__TASK OBJECTIVE__: Going through the data below, copy out each line where the word "white" shows up.

__SUPPLIED DATA__:
........

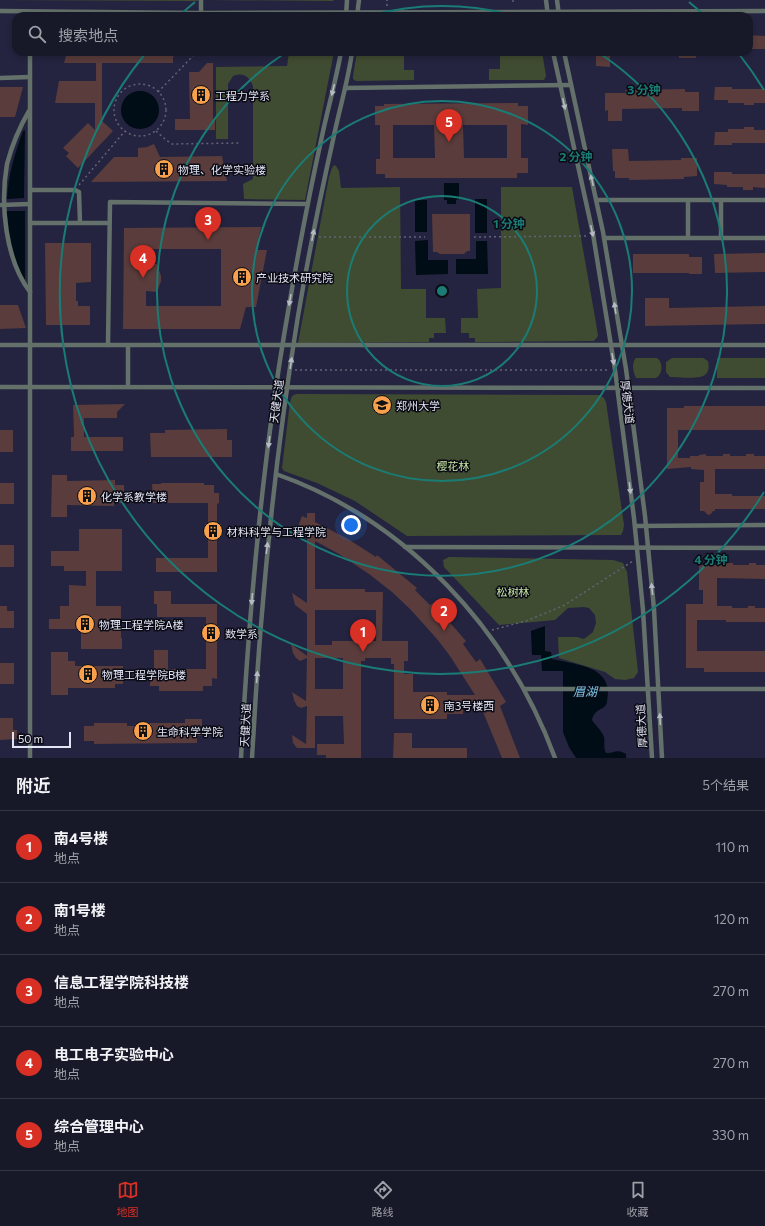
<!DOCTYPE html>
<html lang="zh">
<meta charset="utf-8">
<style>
:root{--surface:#171828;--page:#242534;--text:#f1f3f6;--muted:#9ea0a8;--line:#363745;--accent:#d93025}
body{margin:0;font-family:Commissioner,"Noto Sans SC",sans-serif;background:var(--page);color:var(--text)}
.scale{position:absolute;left:12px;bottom:10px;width:59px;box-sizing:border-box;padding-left:4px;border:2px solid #e2e4f3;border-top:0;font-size:11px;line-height:14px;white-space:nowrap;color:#e2e4f3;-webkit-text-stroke:3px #0a0b14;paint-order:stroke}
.you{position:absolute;left:351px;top:525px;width:14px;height:14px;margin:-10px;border:3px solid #fff;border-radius:50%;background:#1a73e8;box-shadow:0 0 0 6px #1a73e833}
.badge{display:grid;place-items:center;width:26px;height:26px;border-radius:50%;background:var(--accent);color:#fff;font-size:13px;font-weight:700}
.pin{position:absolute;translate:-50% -33px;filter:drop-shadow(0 1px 2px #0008)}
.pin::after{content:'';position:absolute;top:21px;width:14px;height:12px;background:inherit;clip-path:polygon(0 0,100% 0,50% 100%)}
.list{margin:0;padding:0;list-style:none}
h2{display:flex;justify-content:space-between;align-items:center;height:52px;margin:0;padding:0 16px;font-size:17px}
h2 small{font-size:13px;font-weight:400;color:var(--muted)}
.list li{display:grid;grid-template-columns:26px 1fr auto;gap:12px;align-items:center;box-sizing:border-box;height:72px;padding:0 16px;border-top:1px solid var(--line)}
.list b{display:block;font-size:15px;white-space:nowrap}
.list p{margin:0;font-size:13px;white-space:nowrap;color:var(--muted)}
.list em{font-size:13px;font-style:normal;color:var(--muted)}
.icon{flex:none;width:22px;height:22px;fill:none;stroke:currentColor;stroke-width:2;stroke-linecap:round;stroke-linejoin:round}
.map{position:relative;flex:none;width:765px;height:758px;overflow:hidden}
.search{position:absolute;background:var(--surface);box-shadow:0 2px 6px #0003;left:12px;right:12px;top:12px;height:44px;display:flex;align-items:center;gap:10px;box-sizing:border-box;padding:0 14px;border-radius:12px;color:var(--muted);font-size:15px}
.sheet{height:412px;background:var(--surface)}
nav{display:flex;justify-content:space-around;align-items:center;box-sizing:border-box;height:56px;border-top:1px solid var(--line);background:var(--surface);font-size:11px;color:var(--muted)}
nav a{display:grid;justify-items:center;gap:2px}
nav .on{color:var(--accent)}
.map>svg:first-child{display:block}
</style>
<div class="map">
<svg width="765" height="758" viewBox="0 0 765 758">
<rect width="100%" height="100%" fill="#1f2035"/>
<path fill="#242440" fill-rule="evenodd" d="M0,0H765V758H0ZM16,16H749V52H16Z"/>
<g fill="#404c31">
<path d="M0,0H198V1Z"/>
<path d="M207,0H334L333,1Z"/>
<path d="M289,52H334L305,200L244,199L243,184L253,179V86C249,76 243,72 233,76L228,84V139H216V67L287,66Z"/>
<path d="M357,52H404V70H414V80L356,81L353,79V76Z"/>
<path d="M500,52H542L546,76L544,80H489V69H500Z"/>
<path d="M334,165L336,166L339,171L341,188L400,187L401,289H426V318H445L446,333H434V338H429V342L298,343L329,177L332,168Z"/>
<path d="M501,187H572L596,323L598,336L594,341L475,342V338H469V333H461V318H478L477,289L501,288Z"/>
<path d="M636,358H657C663,362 663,374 656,378H636C633,372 631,363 636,358Z"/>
<path d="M672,358H703L708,361C709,366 709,371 706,374C701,380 679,377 670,377L666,372V362Z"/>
<rect x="717" y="358" width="48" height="20"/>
<path d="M296,394L599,395L604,398L606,402L624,525L623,531L621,535L407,536L355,501L317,483L284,471L282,468L290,402L292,396Z"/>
<path d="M449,557L613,560L623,563L627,572L638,672L634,678L625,680L615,679L605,672L559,658L558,637H577L584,639L593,632L596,623L595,615L589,608L584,607L568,608L555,620L499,625L444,567L443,560Z"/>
</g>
<g fill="#000c16">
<circle cx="140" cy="110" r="19"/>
<path d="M25,130L24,198L7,199C8,175 15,153 23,131Z"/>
<path d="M444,183H459V199L456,200V204H447V200H444Z"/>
<rect x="475" y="199" width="12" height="34"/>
<rect x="415" y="200" width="12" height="32"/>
<path d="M7,211H25V280H23C14,258 8,235 7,211Z"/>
<path d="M428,240V260H448V274L416,275L415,241Z"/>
<path d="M476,241H487L488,274H456V259H476Z"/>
<path d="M545,626V651L551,652L552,659C577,665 615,666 607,702C605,711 595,707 592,720C596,726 602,731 604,737C605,742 603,748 606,753C614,754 616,748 626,754V758H576L569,747L563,732V671H542L541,655H532L531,631Z"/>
</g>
<g fill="#593c3b" fill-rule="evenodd">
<path d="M749,35L765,36V49H749Z"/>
<path d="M67,52H178L173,57V63H102V121L113,131L78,168L66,156L69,153L63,148L88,123L95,130V103H55L59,81H96V63H64Z"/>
<path d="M596,52H610V67L596,66Z"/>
<rect x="679" y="52" width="17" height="6"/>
<path d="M207,63H213V119H215V130H175V119H190L189,72H199Z"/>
<path d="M0,87H23L15,117H0Z"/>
<path d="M715,87H732V89H765V103H754V105H744V103H728V100H714Z"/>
<path d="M685,89V92H699V111H682V108L622,109V121H608V110L605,111V93H626L625,90Z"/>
<path d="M518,103V106H528V125L521,124V158H528V173H517V178H385V174H376V159H380V125H375V106H384V104ZM393,125H434L435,158H393ZM463,125H507V158H464Z"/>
<path d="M744,127H754V130H765V143H732V145H714L715,132H728V129H744Z"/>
<path d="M154,144L160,157L222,156L227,181L91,182L114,157H138V148L147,147Z"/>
<path d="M612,149H628L629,161L681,160V158H697V176L684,177V179L629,180V178H615V171H613Z"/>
<path d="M714,172H732V174H765V188L753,187V190H743V187H727V185L714,184Z"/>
<path d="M432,214H470V251H467L464,254H440L437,252H433Z"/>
<path d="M261,227L256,250H267L256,307H246L240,329H123L124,228ZM147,249H221V306H146V291L157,292L161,281V276L157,264H147Z"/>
<path d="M45,243H91V282L76,283V301H78V306H90V325H46Z"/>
<path d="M765,253V272L715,273L714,254Z"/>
<path d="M633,254H689V257H702V274H689V273H633Z"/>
<path d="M645,298H669V308L765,306V324L645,326Z"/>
<path d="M0,305H18L26,328L0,329Z"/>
<path d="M125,404L117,412V418H84V437H123V451H71V437H74L73,405Z"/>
<path d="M684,406H765V430H678V458H690V456H699V455L706,454V456H723V454H730V456H746V454H754V456H765V469H715V494H732V496H765V509H715V511H713L711,514L708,515L704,511H700V482H704V470L691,469V467L667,469V408H684Z"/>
<path d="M227,429V440H232V457H151L150,433H165V430Z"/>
<rect x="0" y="430" width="13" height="22"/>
<path d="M52,475H67V481L115,480V485H124V503H114V506L67,505V517H51Z"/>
<rect x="0" y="483" width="14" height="21"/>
<path d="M161,483H204V485H214V493H219V503L217,504V572H156V558H208V503H153L152,484H161Z"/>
<path d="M307,513H315V522L348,539L376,557L377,555L417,588L415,590L430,605L433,603L466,641L463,644L476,662L480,659L506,702L500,706L520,758H502L481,707H463V714H447V719H394V664H391V658H365V661H361V758H326V755H317V744H344L343,716H315V748H297L293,743L292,735L306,744L307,706L301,708L297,706L294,700L292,692L306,701L307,658L300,661L296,658L293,653L291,644L307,656V614L295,605L292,593L307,603V537L296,532L302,516L307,518ZM315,541L339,554L369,574L392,592L411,610L437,639L450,656L475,695H447V692H413V674H404V661H408V641H382L383,592H365V589H315ZM315,610H376V641H332V645H315ZM315,658H343V689H315Z"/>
<path d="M79,529H122V571H96V606H121V638H122V649H81V629H49V619H60V606H69V585L86,586V571H64V566H51V551H79Z"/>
<rect x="0" y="545" width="14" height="22"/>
<path d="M709,561L714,565H725V563H733V565H749V563H756V565H765V579L717,578V606H732V608H748V606H755V608H765V622H726V620H697V651H765V672H704V668H686V604H703V590H699V565H703L706,562Z"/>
<path d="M154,591H171V604H217V679L212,678V686H203V691H159V686H150V669H154V650H168V669H206V617H157V604H154Z"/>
<path d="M0,606H7V611H14V628H0Z"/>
<path d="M51,652H68V661H75V666H123V684H115V688H68V695H51Z"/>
<rect x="0" y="663" width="14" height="21"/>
<path d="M0,718H13V730H17V739L0,740Z"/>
<path d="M185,719H202V736H197V743L94,744V741H84V726H94V723H127V726H149V723H185Z"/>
<path d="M394,733H412V748H467V758H393Z"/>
</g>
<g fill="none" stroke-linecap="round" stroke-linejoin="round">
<g stroke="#626376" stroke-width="1.5" stroke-dasharray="2 3" stroke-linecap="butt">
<path d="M513,0V5"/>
<path d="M387,6V0"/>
<circle cx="140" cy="110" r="26"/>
<path d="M158,92L194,55L196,52"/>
<path d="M156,131L166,140L172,144L241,143"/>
<path d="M79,185L125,131"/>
<path d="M319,237H425"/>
<path d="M474,237L587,236"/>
<path d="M295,370H609"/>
<path d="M492,630L526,621L563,606L633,561"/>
</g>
<g stroke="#64706a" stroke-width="4.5">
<path d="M546,0L548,16"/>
<path d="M557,0L559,16"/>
<path d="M0,11L199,13L765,11"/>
<path d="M201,13V0"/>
<path d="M346,16L347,0"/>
<path d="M357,16L359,0"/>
<path d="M553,52L593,234L615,370L634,518L643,610L652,758"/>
<path d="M564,52L603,232L626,369L645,516L654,609L662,758"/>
<path d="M0,78L30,77"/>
<path d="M345,88L571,85"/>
<path d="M29,111C19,128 12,145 7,164C0,204 5,259 30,292"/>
<path d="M30,190H75L79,192L80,223"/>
<path d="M596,200H765"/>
<path d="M688,200V238"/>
<path d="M721,200V238"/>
<path d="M1,205L30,204"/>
<path d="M30,223H109"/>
<path d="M604,238H765"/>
<path d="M0,345H765"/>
<path d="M108,345L110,202L308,204"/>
<path d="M0,387L765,388"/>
<path d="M128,387V345"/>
<path d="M276,474C407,520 508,630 555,758"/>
<path d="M635,526L765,525"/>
<path d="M405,547L765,548"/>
<path d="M524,689H765"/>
<path d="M30,758V52"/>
<path d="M241,758C249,609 262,460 288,312C298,253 309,195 322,136C328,108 336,80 341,52"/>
<path d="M252,758C260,610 274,462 298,316C308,257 320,198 333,140C339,110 348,82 352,52"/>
</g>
</g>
<defs><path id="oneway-solid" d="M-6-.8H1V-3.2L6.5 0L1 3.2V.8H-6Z"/></defs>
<g fill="#b6bbc3">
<use href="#oneway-solid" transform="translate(333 90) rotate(103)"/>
<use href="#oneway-solid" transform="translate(564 104) rotate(78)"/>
<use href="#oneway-solid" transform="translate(592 180) rotate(-102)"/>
<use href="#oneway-solid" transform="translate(592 231) rotate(78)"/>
<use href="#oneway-solid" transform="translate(313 235) rotate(-79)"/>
<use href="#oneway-solid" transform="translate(290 300) rotate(100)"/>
<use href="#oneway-solid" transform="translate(615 308) rotate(-99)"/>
<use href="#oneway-solid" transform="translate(613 359) rotate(80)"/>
<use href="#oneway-solid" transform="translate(291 363) rotate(-81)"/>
<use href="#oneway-solid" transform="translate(269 442) rotate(97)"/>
<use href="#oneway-solid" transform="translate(630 488) rotate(83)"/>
<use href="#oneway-solid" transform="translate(267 548) rotate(-83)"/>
<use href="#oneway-solid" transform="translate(652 589) rotate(-96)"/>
<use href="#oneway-solid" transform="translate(252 599) rotate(95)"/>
<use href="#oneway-solid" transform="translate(257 677) rotate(-86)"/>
<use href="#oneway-solid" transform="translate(660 719) rotate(-93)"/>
</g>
<g fill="none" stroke="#1a7c75" stroke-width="2">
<circle cx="442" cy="291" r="95"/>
<circle cx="442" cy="291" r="190"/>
<path d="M368 16A285 285 0 0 1 516 16M599 53A285 285 0 1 1 285 53"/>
<path d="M764 492A380 380 0 1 1 145 54M180 15A380 380 0 0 1 195 2M689 2A380 380 0 0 1 704 15M739 54A380 380 0 0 1 764 90"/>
</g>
<defs>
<g id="building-disc" transform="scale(1)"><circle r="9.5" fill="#f8a04b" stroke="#0a0b14"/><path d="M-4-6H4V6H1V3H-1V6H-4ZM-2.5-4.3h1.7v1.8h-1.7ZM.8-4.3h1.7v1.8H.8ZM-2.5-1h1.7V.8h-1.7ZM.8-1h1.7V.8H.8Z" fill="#111"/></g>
<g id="university-disc" transform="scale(1)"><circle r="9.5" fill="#f8a04b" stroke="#0a0b14"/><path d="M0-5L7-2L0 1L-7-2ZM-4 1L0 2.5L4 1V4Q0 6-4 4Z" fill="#111"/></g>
</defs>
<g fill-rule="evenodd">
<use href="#building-disc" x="201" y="95"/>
<use href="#building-disc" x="164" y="169"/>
<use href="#building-disc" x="242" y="277"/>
<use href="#university-disc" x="382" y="405"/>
<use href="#building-disc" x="87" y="496"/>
<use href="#building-disc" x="213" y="531"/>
<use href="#building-disc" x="85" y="624"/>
<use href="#building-disc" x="211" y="633"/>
<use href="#building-disc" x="88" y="674"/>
<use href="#building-disc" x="430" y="705"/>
<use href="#building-disc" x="143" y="731"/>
</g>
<g text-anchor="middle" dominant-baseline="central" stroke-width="3" stroke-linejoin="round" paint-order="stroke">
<g font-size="11" fill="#e2e4f3" stroke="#0a0b14" text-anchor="start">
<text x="215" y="95">工程力学系</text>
<text x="178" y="169">物理、化学实验楼</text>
<text x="256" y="277">产业技术研究院</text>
<text x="396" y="405">郑州大学</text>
<text x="101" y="496">化学系教学楼</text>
<text x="227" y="531">材料科学与工程学院</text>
<text x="99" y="624">物理工程学院A楼</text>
<text x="225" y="633">数学系</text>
<text x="102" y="674">物理工程学院B楼</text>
<text x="444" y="705">南3号楼西</text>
<text x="157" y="731">生命科学学院</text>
</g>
<g font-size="11" fill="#e2e4f3" stroke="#0a0b14">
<text transform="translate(276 401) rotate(-82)">天健大道</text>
<text transform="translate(628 402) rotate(83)">厚德大道</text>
<text transform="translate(245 725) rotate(-87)">天健大道</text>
<text transform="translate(641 726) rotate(-93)">厚德大道</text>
</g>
<g font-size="11" fill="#c9e6a5" stroke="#0a0b14">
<text x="453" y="465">樱花林</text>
<text x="513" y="591">松树林</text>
</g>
<g font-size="12" font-style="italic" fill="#7fcaee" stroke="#0a0b14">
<text x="585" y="691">眉湖</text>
</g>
</g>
<circle cx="442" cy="291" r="6" fill="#1a7c75" stroke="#0a0b14" stroke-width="2"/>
<g font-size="12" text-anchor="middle" font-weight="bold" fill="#1a7c75" stroke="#0a0b14" stroke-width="3" stroke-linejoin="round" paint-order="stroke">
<text x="644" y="94">3 分钟</text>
<text x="576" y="161">2 分钟</text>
<text x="509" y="228">1 分钟</text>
<text x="711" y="564">4 分钟</text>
</g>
</svg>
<div class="scale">50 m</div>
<div class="you"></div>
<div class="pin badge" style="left:363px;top:652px">1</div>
<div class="pin badge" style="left:444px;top:631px">2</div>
<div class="pin badge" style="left:208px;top:240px">3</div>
<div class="pin badge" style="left:143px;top:278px">4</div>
<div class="pin badge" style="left:449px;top:142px">5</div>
<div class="search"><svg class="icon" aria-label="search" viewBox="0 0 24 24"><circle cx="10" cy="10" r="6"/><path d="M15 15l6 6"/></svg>搜索地点</div>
</div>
<section class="sheet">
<h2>附近<small>5个结果</small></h2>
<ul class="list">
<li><span class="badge">1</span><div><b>南4号楼</b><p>地点</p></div><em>110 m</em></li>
<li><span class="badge">2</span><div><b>南1号楼</b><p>地点</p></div><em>120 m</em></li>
<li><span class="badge">3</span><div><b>信息工程学院科技楼</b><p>地点</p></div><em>270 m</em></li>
<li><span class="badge">4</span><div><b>电工电子实验中心</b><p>地点</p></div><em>270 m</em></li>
<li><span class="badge">5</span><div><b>综合管理中心</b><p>地点</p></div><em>330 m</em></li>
</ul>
</section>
<nav>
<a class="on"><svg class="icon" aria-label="map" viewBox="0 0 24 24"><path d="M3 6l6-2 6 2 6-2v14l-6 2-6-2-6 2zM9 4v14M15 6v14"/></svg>地图</a>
<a><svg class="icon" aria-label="directions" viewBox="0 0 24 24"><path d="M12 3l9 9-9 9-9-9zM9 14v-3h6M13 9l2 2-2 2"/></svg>路线</a>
<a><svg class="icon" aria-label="saved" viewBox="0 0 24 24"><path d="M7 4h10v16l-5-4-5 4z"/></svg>收藏</a>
</nav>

........

__TASK RESPONSE__:
.scale{position:absolute;left:12px;bottom:10px;width:59px;box-sizing:border-box;padding-left:4px;border:2px solid #e2e4f3;border-top:0;font-size:11px;line-height:14px;white-space:nowrap;color:#e2e4f3;-webkit-text-stroke:3px #0a0b14;paint-order:stroke}
.list b{display:block;font-size:15px;white-space:nowrap}
.list p{margin:0;font-size:13px;white-space:nowrap;color:var(--muted)}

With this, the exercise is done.